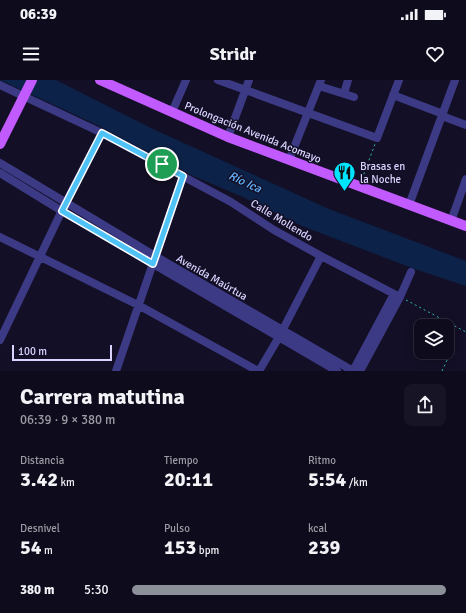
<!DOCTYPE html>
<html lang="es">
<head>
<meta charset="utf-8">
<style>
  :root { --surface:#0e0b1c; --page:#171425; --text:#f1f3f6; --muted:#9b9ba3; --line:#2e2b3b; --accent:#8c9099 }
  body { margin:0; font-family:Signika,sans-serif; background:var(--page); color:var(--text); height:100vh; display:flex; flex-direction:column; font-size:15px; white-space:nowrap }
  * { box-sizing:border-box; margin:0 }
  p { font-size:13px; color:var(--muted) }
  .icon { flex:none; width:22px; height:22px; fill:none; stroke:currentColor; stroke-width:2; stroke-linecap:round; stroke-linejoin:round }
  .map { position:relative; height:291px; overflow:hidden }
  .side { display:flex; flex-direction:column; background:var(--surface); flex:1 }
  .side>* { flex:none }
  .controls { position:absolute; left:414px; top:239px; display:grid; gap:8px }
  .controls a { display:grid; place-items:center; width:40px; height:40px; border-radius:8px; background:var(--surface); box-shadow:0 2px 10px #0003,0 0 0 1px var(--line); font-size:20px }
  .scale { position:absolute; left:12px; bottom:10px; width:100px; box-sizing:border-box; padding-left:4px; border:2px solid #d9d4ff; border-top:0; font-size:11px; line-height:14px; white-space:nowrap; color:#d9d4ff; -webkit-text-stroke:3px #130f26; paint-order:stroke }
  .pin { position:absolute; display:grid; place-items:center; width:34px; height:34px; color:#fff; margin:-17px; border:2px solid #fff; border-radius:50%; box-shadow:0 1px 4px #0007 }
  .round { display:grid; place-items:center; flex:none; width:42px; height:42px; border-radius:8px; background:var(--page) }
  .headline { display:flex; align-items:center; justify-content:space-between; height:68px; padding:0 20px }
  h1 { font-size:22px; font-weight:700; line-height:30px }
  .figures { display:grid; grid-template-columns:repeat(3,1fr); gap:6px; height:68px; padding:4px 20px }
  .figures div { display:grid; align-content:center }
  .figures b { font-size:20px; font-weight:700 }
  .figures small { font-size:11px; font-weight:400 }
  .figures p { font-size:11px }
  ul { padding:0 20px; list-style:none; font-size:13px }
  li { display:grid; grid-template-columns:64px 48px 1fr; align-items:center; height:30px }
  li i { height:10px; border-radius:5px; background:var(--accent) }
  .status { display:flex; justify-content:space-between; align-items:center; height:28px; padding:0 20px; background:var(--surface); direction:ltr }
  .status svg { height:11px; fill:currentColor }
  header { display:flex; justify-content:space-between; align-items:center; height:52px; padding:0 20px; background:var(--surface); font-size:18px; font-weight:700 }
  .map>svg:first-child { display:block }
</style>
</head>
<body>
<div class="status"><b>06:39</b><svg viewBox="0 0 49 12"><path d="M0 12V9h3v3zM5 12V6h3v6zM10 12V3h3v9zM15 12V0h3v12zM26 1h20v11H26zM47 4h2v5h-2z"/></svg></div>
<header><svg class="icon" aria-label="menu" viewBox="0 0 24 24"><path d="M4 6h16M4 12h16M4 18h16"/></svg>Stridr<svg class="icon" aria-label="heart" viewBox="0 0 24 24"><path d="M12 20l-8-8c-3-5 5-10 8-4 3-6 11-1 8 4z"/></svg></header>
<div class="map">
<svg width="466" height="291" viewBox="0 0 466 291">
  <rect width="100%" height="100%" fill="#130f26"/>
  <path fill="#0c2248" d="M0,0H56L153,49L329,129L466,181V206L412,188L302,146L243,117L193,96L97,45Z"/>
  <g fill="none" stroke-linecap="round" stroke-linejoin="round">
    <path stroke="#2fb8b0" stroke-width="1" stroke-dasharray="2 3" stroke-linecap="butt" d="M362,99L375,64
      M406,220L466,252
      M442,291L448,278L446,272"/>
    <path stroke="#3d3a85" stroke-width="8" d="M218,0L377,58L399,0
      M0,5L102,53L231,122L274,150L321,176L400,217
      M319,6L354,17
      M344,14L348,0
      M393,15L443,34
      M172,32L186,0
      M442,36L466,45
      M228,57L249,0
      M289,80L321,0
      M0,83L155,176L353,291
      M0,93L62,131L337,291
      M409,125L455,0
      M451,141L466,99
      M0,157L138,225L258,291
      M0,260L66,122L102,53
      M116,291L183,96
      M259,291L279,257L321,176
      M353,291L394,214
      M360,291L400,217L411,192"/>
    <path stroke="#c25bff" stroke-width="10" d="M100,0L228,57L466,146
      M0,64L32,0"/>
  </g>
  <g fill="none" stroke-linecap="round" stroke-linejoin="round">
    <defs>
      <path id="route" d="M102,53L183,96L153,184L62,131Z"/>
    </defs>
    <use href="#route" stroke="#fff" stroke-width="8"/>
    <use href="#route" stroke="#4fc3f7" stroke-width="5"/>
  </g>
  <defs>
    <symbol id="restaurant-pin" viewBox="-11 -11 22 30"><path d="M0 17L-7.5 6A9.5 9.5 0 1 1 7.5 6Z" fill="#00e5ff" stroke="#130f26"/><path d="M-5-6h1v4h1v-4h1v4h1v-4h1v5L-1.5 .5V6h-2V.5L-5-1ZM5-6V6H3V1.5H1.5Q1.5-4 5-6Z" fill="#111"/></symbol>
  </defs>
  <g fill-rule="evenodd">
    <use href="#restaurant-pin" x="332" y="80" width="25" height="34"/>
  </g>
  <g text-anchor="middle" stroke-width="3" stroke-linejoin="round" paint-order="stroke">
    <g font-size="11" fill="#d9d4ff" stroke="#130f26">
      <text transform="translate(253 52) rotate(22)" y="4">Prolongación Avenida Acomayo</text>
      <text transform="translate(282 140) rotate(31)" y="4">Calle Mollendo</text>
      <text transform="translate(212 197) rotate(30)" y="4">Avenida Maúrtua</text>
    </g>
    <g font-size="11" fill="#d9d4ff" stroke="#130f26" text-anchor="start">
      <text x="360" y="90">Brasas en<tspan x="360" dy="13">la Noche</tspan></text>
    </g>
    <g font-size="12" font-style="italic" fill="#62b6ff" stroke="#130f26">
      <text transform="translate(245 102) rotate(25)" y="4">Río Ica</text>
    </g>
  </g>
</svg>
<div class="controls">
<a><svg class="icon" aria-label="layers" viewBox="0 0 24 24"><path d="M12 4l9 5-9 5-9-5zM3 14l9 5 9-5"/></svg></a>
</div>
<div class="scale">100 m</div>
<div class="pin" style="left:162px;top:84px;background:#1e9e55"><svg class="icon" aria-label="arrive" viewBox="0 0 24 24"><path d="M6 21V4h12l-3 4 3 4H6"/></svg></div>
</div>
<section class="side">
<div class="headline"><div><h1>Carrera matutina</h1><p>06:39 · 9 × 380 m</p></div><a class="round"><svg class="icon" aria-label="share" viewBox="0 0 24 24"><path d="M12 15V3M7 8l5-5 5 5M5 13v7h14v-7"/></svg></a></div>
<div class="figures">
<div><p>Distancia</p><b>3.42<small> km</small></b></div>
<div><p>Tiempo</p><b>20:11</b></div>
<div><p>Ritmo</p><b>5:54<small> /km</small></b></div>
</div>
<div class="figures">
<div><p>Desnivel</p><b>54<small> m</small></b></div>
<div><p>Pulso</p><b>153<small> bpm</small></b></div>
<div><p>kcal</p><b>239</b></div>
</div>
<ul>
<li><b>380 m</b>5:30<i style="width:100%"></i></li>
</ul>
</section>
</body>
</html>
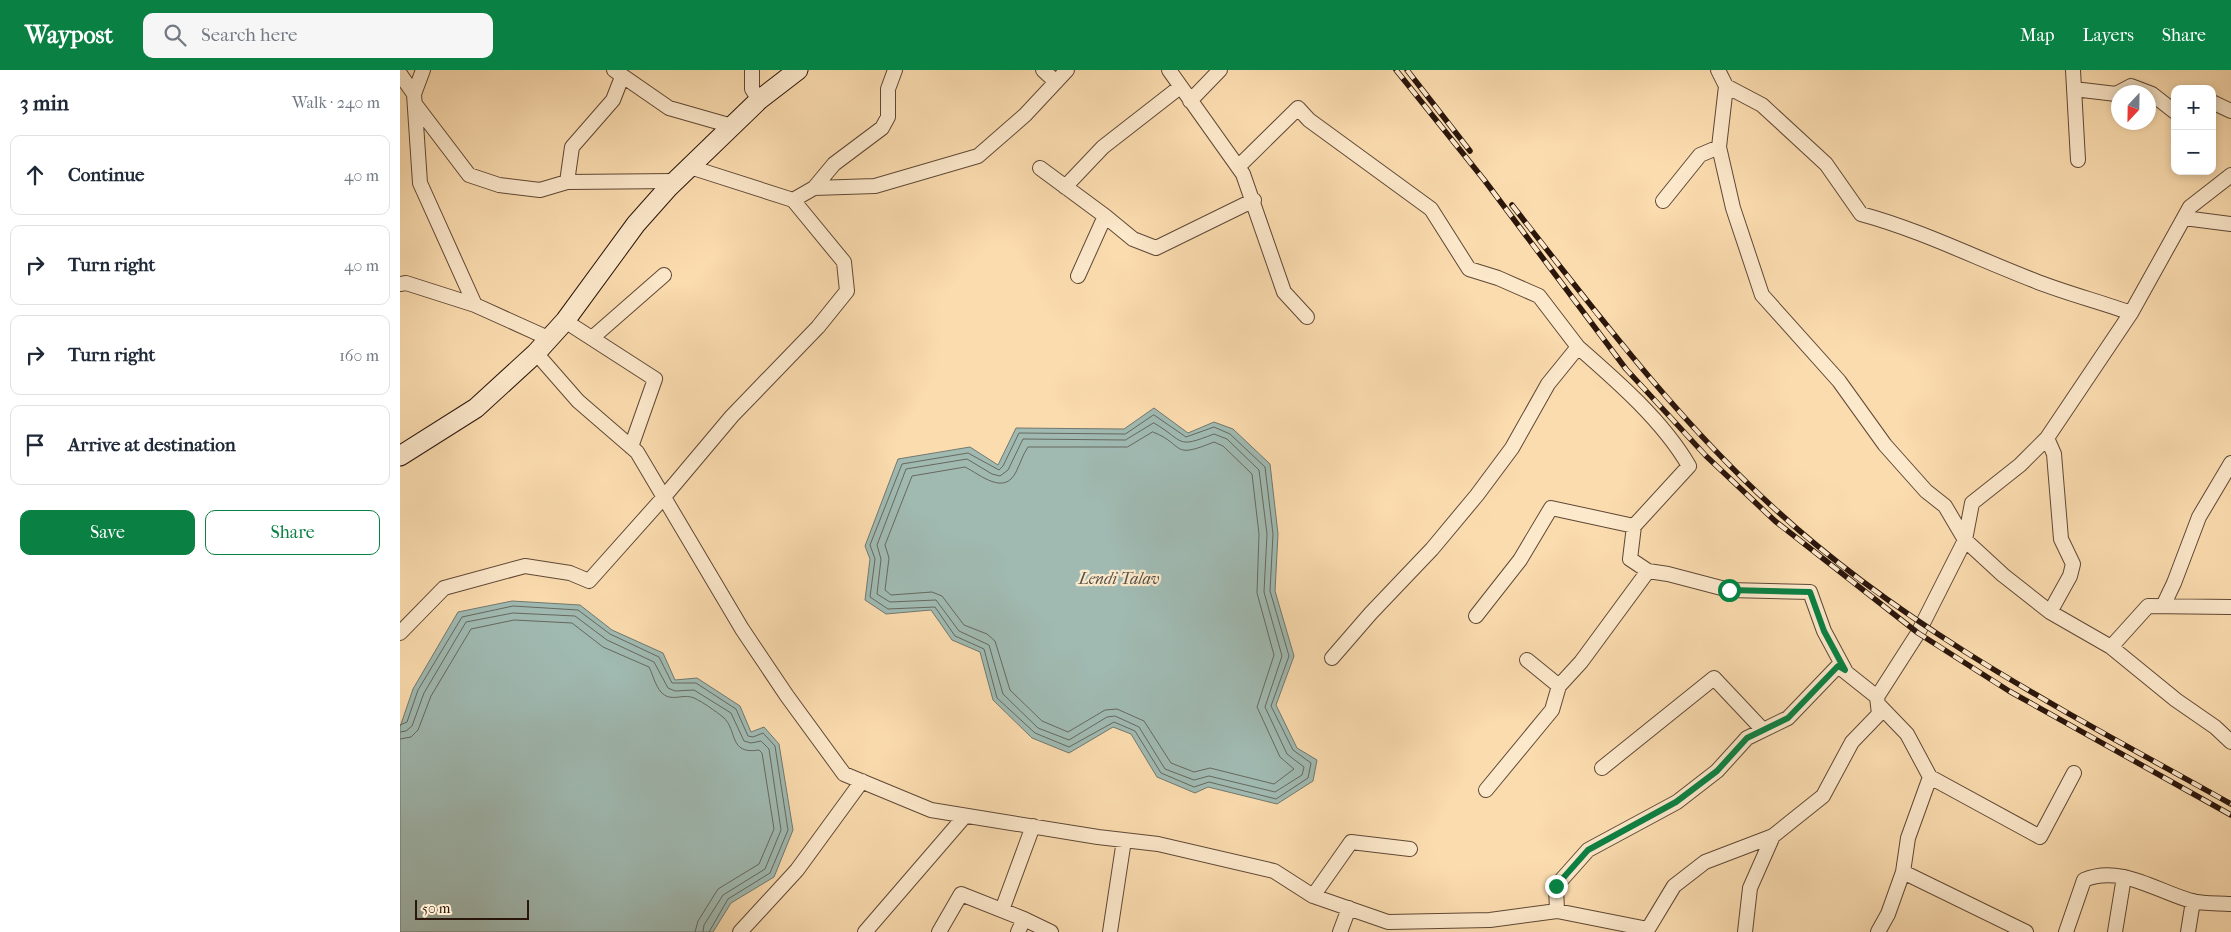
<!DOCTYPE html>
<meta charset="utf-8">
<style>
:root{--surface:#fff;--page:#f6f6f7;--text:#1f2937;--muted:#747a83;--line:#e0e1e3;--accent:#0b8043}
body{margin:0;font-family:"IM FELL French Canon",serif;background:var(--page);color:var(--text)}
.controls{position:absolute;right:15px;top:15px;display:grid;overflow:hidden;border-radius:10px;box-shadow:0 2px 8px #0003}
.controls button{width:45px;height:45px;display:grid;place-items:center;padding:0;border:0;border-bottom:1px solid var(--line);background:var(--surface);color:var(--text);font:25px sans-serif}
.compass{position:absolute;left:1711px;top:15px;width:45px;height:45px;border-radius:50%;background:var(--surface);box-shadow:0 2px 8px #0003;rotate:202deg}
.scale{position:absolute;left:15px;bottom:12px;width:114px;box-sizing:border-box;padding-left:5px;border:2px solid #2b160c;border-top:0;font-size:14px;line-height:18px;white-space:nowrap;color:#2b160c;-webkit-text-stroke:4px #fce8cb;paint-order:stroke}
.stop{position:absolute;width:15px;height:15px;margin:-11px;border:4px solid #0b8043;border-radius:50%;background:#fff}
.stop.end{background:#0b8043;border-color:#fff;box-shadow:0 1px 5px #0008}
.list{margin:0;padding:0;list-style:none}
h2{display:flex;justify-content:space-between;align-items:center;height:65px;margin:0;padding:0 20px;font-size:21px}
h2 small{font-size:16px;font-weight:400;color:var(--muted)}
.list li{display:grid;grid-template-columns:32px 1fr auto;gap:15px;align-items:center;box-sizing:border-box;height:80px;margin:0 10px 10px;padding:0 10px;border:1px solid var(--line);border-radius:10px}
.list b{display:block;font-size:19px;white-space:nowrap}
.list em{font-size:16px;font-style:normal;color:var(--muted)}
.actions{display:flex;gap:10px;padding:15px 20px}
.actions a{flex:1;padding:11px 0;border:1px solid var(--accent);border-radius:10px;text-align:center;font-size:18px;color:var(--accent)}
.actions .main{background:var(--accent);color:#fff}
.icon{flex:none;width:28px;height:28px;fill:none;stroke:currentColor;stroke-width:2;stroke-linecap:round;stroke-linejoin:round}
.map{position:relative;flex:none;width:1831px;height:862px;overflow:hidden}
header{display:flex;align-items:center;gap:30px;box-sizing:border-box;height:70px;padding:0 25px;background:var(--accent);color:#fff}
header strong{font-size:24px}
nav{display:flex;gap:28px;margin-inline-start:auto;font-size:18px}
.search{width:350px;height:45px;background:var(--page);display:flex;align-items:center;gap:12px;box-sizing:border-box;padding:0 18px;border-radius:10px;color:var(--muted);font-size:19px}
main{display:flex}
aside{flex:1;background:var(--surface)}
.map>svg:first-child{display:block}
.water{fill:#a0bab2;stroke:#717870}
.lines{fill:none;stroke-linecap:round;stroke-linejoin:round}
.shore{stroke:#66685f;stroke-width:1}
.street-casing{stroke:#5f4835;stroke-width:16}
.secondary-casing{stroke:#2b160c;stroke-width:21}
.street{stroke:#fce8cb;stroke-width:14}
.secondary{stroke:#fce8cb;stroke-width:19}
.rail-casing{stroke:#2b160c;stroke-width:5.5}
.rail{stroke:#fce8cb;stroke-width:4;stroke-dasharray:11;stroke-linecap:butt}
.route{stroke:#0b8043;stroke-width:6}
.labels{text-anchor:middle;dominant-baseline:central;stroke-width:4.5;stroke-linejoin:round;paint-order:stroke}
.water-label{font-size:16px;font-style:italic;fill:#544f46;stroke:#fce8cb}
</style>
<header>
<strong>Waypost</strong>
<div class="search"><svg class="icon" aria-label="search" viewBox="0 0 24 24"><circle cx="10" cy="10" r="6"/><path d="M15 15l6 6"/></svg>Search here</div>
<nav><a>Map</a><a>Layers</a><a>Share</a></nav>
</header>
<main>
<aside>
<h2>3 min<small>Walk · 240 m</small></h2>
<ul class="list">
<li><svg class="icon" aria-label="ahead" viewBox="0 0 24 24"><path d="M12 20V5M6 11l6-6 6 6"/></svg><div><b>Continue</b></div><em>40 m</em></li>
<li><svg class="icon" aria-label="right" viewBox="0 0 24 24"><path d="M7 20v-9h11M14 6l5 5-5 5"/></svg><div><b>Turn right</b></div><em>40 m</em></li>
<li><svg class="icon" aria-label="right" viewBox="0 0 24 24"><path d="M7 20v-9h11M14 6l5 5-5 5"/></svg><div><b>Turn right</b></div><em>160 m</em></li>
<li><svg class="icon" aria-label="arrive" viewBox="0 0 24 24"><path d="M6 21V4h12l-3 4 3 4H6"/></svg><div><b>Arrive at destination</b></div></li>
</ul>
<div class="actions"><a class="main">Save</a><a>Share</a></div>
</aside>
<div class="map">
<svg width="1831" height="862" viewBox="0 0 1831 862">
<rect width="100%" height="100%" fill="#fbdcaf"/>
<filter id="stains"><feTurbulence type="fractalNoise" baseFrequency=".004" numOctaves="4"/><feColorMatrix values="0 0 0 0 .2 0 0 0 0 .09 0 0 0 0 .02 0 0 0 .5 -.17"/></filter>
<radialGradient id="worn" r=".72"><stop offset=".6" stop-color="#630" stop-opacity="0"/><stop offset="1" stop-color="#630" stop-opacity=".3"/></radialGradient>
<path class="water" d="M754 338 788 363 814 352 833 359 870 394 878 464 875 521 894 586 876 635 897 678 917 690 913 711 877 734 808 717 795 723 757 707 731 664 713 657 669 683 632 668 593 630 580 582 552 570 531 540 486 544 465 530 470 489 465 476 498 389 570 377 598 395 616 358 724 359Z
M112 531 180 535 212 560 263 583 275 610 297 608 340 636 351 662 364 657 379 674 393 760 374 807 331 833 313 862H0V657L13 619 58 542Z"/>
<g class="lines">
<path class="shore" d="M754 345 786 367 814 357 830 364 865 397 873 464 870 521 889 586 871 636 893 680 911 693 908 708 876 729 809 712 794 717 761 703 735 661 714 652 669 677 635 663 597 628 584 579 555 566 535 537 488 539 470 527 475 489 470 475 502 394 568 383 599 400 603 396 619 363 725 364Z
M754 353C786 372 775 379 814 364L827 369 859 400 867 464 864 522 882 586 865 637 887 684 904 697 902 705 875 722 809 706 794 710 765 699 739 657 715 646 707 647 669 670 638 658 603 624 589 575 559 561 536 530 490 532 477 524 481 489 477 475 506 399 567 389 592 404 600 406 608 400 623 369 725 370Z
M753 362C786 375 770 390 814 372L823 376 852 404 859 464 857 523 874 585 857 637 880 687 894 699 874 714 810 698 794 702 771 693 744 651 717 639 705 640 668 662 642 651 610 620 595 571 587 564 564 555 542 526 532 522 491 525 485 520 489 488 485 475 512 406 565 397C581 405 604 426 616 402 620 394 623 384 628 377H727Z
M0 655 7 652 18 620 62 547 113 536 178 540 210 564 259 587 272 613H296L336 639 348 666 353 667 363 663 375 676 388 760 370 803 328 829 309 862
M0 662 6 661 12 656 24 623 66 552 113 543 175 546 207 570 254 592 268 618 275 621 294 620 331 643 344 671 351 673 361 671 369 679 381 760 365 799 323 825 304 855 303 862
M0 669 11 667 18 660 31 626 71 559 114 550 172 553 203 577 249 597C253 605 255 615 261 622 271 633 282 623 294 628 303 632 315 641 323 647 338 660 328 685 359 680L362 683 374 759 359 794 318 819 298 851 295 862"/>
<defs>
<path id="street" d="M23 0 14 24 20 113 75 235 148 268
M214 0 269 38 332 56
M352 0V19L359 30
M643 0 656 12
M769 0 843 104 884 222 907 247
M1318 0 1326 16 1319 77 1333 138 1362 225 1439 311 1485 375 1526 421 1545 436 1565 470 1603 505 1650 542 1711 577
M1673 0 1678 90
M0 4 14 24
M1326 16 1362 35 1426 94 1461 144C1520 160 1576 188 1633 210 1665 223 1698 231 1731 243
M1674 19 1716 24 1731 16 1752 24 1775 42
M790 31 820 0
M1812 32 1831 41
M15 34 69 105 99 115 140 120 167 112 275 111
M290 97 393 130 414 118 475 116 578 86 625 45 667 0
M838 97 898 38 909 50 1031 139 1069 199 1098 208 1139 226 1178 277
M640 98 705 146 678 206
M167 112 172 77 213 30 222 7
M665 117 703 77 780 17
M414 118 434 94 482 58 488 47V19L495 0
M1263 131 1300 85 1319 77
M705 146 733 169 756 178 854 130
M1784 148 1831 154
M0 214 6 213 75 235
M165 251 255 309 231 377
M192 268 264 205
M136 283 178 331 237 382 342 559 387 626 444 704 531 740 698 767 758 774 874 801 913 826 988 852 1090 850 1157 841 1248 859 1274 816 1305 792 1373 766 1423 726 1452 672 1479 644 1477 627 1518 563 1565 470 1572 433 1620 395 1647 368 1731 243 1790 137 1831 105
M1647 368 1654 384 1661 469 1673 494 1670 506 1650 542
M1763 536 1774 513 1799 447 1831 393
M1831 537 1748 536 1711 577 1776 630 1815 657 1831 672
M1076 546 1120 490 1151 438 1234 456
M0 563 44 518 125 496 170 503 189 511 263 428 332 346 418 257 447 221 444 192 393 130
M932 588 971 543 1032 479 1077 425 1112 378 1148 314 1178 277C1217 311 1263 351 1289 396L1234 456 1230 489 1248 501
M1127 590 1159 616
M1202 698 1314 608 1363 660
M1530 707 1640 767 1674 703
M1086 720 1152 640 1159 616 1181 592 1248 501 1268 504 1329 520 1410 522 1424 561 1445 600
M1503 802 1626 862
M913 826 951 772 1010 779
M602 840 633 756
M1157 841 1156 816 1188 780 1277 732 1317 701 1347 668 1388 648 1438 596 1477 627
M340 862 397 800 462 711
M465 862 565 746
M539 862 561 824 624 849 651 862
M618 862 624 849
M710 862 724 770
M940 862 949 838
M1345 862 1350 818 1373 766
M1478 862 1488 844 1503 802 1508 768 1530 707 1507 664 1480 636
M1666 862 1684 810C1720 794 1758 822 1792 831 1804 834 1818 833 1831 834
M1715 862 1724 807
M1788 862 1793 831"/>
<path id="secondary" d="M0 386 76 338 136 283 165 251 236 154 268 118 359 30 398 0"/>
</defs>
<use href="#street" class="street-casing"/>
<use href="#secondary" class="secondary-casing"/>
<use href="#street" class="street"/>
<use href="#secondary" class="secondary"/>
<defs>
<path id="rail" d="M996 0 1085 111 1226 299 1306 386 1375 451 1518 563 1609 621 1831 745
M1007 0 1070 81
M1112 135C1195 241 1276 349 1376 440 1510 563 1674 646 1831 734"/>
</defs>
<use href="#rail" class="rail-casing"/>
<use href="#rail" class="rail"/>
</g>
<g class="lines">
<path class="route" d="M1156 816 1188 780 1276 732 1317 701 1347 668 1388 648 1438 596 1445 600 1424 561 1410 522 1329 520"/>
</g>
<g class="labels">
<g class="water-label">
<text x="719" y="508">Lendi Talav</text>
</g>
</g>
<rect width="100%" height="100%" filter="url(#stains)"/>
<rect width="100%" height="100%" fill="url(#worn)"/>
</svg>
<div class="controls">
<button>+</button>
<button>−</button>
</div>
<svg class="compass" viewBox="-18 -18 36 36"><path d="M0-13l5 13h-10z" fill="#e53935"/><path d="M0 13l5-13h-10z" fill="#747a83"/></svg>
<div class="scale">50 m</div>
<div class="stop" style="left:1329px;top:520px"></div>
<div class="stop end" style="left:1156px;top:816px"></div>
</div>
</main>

# # #

BRIEF: Go through the lines above and count those that include "compass"; give the total and nothing more.

FINISHED EXERCISE: 2